In today’s briefing:
- Cleveland-Cliffs: Weak Q1 Results, Restructuring Underway, Valuations Reflect Deep Discount
- [Earnings Review] Occidental Beat EPS Expectations on Strong Oil & Gas Performance
- Sakata Inx Corp (4633 JP): Q1 FY12/25 flash update
- [IO Fundamentals 2025/18] Policy Easing and Trade Diplomacy: China’s Coordinated Economic Push

Cleveland-Cliffs: Weak Q1 Results, Restructuring Underway, Valuations Reflect Deep Discount
- EBITDA loss of $174M, net loss of $483M, driven by weak auto demand, high costs, and continuing drag from AMNS slab contract; EBITDA/ton fell sharply to –$42.
- Idling six facilities, exiting loss-making operations, $300M cost savings targeted in H2; slab contract expiry to add ~$500M EBITDA annually from 2026.
- Deep value: Trading at 4.4x EV/EBITDA (2026E), 7.1x P/E, 0.55x P/B, and $653 EV/ton of full steelmaking capacity, reflecting deep cyclical pessimism.
[Earnings Review] Occidental Beat EPS Expectations on Strong Oil & Gas Performance
- Occidental’s Q1 2025 revenue rose by 13.9% YoY but missed estimates by 0.3%. Its net income rose by 6.7% YoY, and its EPS beat estimates by 12.1%.
- Occidental’s earnings beat was fueled by robust oil and gas segment growth, underpinned by stronger price realisations that offset volume softness and reinforced its upstream momentum.
- Occidental closed USD 1.3 billion in asset sales in Q1 and repaid USD 2.3 billion in debt YTD, underscoring its continued focus on debt reduction.
Sakata Inx Corp (4633 JP): Q1 FY12/25 flash update
- Revenue increased 8.3% YoY to JPY64.1bn, with ink sales volume contributing JPY4.0bn and forex JPY500mn.
- Operating profit decreased 1.8% YoY to JPY3.9bn, impacted by cost increases and raw material expenses.
- Segment revenue and operating profit varied, with notable changes in packaging inks, gravure inks, and inkjet inks sales.
[IO Fundamentals 2025/18] Policy Easing and Trade Diplomacy: China’s Coordinated Economic Push
- Chinese officials unveiled a broad set of economic support actions, including rate reductions and substantial liquidity infusions, as part of intensified efforts to cushion the economy from U.S. trade tensions.

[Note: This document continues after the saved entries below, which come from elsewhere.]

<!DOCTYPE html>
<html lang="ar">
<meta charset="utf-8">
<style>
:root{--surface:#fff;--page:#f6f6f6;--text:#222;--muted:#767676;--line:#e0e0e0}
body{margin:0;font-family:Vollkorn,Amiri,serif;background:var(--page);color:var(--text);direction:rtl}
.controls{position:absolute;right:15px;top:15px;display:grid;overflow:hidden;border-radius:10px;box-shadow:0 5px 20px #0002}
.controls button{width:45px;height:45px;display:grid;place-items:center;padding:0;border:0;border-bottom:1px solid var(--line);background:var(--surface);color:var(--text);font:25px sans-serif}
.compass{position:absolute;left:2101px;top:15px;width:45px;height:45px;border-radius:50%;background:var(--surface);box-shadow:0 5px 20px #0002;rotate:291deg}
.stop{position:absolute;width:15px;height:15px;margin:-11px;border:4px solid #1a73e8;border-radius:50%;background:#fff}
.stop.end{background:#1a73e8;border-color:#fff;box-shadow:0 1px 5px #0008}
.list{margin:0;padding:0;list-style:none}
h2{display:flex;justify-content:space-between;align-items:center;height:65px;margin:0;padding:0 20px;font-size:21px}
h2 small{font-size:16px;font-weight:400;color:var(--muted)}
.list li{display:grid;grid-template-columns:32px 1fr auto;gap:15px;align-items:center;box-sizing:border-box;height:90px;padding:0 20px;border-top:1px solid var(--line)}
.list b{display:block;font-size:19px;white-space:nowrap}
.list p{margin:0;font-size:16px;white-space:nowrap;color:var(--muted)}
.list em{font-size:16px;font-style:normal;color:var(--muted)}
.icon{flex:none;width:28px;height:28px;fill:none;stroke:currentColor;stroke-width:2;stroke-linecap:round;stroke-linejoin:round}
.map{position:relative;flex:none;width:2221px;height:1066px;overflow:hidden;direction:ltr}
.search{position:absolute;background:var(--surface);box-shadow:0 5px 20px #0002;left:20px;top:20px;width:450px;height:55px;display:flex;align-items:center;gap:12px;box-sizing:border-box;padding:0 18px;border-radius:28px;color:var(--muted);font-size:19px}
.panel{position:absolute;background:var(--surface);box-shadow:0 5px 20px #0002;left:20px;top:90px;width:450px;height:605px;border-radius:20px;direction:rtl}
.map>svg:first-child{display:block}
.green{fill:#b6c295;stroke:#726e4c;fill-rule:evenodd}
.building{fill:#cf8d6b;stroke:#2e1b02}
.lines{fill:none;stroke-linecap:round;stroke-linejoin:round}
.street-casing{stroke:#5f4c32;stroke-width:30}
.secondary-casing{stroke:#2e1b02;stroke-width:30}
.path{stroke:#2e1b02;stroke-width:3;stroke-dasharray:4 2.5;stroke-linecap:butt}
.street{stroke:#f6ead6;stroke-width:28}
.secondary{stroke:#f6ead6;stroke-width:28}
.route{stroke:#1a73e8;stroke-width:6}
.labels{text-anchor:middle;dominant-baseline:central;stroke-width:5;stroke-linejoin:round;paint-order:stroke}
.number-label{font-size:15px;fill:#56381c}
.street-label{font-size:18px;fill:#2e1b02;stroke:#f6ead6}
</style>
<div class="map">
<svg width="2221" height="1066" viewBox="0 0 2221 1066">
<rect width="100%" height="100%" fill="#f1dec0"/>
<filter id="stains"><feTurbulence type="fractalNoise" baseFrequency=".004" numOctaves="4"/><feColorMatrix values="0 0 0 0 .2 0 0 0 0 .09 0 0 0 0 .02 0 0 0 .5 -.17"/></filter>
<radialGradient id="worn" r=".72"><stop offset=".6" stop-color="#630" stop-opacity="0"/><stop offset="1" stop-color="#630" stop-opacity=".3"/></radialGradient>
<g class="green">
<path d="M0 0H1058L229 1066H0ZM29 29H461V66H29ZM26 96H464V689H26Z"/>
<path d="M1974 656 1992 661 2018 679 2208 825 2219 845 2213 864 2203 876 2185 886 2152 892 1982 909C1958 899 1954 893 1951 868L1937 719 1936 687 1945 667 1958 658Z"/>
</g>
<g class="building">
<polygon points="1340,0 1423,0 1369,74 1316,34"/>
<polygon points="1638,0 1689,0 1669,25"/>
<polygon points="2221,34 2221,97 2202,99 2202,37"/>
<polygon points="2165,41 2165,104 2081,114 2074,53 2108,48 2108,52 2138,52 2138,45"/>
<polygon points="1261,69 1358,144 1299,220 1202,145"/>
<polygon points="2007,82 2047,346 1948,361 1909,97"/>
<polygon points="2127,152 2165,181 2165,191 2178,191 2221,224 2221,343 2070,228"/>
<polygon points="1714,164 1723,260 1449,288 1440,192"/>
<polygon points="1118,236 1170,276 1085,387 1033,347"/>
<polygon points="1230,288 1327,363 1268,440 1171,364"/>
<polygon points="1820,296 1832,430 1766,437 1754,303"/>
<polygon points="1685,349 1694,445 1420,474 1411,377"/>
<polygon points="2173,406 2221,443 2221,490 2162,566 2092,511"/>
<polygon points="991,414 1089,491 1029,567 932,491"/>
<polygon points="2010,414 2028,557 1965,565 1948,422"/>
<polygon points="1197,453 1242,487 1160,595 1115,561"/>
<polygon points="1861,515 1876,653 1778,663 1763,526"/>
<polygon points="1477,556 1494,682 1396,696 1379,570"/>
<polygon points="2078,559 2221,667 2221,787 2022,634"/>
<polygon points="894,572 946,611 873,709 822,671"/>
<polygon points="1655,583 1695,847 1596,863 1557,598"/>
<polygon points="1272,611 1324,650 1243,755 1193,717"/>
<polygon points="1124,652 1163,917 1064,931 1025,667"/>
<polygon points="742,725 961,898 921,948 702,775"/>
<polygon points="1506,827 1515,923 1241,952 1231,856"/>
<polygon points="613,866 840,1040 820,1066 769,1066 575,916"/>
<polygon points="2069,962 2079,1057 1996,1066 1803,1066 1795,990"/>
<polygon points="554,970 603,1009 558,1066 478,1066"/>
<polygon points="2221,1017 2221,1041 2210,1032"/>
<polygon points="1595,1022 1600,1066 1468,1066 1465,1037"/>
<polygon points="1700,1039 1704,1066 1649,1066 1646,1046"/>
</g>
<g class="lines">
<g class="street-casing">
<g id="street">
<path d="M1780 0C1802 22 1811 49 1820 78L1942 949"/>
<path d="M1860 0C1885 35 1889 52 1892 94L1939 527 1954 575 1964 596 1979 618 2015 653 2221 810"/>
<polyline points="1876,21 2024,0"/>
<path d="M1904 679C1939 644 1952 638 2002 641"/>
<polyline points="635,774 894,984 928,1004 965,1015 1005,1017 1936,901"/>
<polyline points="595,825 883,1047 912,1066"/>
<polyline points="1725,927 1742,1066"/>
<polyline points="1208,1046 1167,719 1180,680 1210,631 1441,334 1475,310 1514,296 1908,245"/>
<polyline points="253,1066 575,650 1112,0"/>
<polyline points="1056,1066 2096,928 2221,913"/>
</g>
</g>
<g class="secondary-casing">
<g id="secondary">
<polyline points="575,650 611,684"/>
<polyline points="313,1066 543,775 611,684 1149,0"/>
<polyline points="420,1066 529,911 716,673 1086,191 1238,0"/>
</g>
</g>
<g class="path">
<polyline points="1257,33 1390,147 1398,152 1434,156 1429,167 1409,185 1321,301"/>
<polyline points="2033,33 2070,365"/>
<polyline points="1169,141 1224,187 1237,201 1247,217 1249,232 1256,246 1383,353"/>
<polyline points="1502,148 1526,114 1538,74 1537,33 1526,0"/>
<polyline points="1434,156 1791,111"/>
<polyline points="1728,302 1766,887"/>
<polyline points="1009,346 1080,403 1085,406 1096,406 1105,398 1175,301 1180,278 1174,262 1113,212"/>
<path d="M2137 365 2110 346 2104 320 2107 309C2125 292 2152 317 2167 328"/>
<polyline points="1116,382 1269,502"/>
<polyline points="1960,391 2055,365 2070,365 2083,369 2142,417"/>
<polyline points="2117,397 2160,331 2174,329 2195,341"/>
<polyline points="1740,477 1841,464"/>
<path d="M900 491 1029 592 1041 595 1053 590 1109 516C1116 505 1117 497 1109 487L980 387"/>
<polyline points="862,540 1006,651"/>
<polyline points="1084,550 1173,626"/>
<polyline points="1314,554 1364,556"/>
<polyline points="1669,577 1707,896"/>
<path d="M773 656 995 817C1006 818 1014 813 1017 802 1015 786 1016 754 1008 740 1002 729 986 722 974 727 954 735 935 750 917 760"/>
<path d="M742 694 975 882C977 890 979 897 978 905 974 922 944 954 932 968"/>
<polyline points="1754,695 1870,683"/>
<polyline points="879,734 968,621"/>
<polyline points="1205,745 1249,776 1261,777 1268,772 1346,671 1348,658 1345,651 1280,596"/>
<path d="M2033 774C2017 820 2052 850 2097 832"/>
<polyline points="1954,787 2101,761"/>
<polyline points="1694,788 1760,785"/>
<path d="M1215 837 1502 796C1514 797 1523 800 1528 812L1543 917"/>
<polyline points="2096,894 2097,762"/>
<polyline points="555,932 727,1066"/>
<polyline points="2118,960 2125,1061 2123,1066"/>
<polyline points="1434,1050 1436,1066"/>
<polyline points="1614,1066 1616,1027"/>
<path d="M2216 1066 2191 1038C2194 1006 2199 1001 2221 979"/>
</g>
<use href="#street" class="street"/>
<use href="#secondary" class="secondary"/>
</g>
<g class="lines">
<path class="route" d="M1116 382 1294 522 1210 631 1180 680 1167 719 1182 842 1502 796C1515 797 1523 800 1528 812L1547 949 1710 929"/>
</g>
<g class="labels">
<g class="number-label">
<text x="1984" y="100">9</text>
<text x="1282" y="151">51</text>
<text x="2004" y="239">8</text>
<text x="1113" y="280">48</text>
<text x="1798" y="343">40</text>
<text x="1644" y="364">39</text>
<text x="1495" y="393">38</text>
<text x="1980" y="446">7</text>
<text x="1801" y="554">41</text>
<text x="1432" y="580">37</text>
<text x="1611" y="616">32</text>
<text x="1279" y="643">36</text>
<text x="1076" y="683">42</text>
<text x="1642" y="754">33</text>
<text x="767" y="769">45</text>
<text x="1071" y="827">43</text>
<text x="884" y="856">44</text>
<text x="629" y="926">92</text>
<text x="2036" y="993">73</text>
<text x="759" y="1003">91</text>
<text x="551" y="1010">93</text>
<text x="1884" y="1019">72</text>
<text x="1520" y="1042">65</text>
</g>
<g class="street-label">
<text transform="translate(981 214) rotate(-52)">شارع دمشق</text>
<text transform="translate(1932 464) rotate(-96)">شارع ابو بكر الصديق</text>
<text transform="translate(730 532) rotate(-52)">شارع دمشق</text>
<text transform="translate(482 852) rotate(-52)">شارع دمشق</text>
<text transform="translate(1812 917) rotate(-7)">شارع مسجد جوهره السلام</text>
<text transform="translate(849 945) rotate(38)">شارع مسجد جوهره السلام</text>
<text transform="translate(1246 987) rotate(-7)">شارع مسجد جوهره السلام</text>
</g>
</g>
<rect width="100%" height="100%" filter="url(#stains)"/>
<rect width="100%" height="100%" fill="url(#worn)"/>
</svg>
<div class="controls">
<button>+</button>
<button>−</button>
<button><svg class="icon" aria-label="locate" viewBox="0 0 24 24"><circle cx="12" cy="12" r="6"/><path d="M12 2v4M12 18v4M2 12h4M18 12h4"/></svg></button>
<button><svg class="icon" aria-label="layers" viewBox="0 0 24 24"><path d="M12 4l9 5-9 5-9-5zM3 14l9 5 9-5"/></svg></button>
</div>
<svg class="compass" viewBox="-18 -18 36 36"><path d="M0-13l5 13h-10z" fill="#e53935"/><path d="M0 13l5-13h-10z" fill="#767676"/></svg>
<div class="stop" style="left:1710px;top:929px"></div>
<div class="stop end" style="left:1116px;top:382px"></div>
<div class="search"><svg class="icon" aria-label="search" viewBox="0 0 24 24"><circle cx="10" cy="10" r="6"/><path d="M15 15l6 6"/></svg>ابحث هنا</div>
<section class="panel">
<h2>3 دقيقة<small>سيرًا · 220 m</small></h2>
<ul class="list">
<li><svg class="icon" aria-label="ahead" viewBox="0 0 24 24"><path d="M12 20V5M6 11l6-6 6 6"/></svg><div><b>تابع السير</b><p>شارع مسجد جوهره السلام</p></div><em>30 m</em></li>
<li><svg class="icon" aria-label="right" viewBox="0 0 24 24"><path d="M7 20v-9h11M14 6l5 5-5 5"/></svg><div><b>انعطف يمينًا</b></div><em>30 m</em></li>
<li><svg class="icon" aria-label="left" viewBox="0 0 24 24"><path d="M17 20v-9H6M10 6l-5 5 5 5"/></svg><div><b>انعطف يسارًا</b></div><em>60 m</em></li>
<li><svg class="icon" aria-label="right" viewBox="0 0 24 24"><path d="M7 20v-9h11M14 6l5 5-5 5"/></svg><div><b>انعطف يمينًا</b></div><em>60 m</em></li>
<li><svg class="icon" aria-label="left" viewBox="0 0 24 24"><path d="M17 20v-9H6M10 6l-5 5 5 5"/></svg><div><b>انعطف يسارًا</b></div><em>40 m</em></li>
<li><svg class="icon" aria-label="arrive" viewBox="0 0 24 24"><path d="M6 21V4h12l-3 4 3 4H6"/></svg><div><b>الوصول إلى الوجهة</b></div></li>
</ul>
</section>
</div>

- Top U.S. and Chinese officials will meet in Switzerland from May 9–12 to ease trade tensions, boosting investor sentiment and driving iron ore futures to a near two-week high.
- China’s factory output contracted in April, with both the official NBS and Caixin PMI reports showing a decline in manufacturing activity amid weakening foreign demand.